Does the Adam Optimizer Exacerbate Catastrophic Forgetting?
Dylan R. Ashley, Sina Ghiassian, Richard S. Sutton

TL;DR
This paper investigates how different optimization algorithms, especially Adam versus SGD, influence catastrophic forgetting in neural networks, revealing that classical methods sometimes outperform modern ones and emphasizing the need for rigorous measurement metrics.
Contribution
It provides empirical evidence that optimizer choice significantly affects catastrophic forgetting and highlights the importance of using multiple metrics for accurate assessment.
Findings
Classical SGD can cause less forgetting than Adam in some cases.
The choice of forgetting metrics dramatically influences study conclusions.

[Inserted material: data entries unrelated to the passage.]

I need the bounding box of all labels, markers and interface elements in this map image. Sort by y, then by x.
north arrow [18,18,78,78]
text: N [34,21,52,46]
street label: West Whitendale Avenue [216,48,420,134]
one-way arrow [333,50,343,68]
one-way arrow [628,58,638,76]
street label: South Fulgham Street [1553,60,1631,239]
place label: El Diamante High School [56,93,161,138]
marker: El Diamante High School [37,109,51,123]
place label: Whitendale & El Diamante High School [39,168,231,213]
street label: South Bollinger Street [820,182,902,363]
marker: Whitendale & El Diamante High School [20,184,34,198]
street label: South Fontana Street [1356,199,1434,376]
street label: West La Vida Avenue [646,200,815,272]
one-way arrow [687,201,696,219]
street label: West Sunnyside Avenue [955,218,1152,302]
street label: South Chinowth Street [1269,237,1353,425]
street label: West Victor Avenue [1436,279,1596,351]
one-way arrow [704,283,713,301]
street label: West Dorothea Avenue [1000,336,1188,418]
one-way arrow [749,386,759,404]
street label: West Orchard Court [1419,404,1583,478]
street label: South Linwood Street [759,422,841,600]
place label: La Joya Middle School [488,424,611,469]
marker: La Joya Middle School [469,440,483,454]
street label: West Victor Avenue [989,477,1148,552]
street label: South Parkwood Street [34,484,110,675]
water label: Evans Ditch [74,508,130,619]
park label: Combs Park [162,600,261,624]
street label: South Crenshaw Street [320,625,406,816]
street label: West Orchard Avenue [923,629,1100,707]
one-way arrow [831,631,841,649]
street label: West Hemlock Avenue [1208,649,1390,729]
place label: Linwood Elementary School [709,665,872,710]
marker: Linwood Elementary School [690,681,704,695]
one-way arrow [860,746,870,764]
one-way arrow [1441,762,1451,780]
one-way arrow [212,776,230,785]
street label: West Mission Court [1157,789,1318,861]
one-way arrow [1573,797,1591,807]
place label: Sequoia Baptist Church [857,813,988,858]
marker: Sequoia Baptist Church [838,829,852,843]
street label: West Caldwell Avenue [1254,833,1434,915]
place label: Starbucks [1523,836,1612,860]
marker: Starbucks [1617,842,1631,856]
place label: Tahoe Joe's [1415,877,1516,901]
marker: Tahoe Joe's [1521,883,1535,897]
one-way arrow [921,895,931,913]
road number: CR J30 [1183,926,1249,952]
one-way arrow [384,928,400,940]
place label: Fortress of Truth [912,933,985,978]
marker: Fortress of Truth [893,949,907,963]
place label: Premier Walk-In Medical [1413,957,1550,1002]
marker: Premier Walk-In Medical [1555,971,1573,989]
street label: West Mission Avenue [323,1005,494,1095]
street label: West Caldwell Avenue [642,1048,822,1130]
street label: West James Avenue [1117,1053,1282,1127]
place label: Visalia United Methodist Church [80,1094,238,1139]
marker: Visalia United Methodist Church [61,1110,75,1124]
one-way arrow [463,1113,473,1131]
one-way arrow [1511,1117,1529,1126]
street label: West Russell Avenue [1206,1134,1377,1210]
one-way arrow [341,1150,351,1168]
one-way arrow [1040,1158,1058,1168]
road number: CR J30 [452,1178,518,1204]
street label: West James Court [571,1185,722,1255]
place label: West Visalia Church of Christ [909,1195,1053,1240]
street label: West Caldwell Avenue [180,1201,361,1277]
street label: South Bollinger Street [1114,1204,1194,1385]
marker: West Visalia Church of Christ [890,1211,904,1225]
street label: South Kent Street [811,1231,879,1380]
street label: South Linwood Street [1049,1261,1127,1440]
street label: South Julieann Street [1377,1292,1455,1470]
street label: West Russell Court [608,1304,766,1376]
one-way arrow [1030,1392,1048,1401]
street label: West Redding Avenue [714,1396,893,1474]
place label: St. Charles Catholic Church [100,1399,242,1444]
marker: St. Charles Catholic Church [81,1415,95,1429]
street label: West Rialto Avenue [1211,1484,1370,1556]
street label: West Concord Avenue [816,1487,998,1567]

A comprehensive evaluation requires multiple, concurrent metrics.
Abstract
Catastrophic forgetting remains a severe hindrance to the broad application of artificial neural networks (ANNs), however, it continues to be a poorly understood phenomenon. Despite the extensive amount of work on catastrophic forgetting, we argue that it is still unclear how exactly the phenomenon should be quantified, and, moreover, to what degree all of the choices we make when designing learning systems affect the amount of catastrophic forgetting. We use various testbeds from the reinforcement learning and supervised learning literature to (1) provide evidence that the choice of which modern gradient-based optimization algorithm is used to train an ANN has a significant impact on the amount of catastrophic forgetting and show that-surprisingly-in many instances classical algorithms such as vanilla SGD experience less catastrophic forgetting than the more modern algorithms such as…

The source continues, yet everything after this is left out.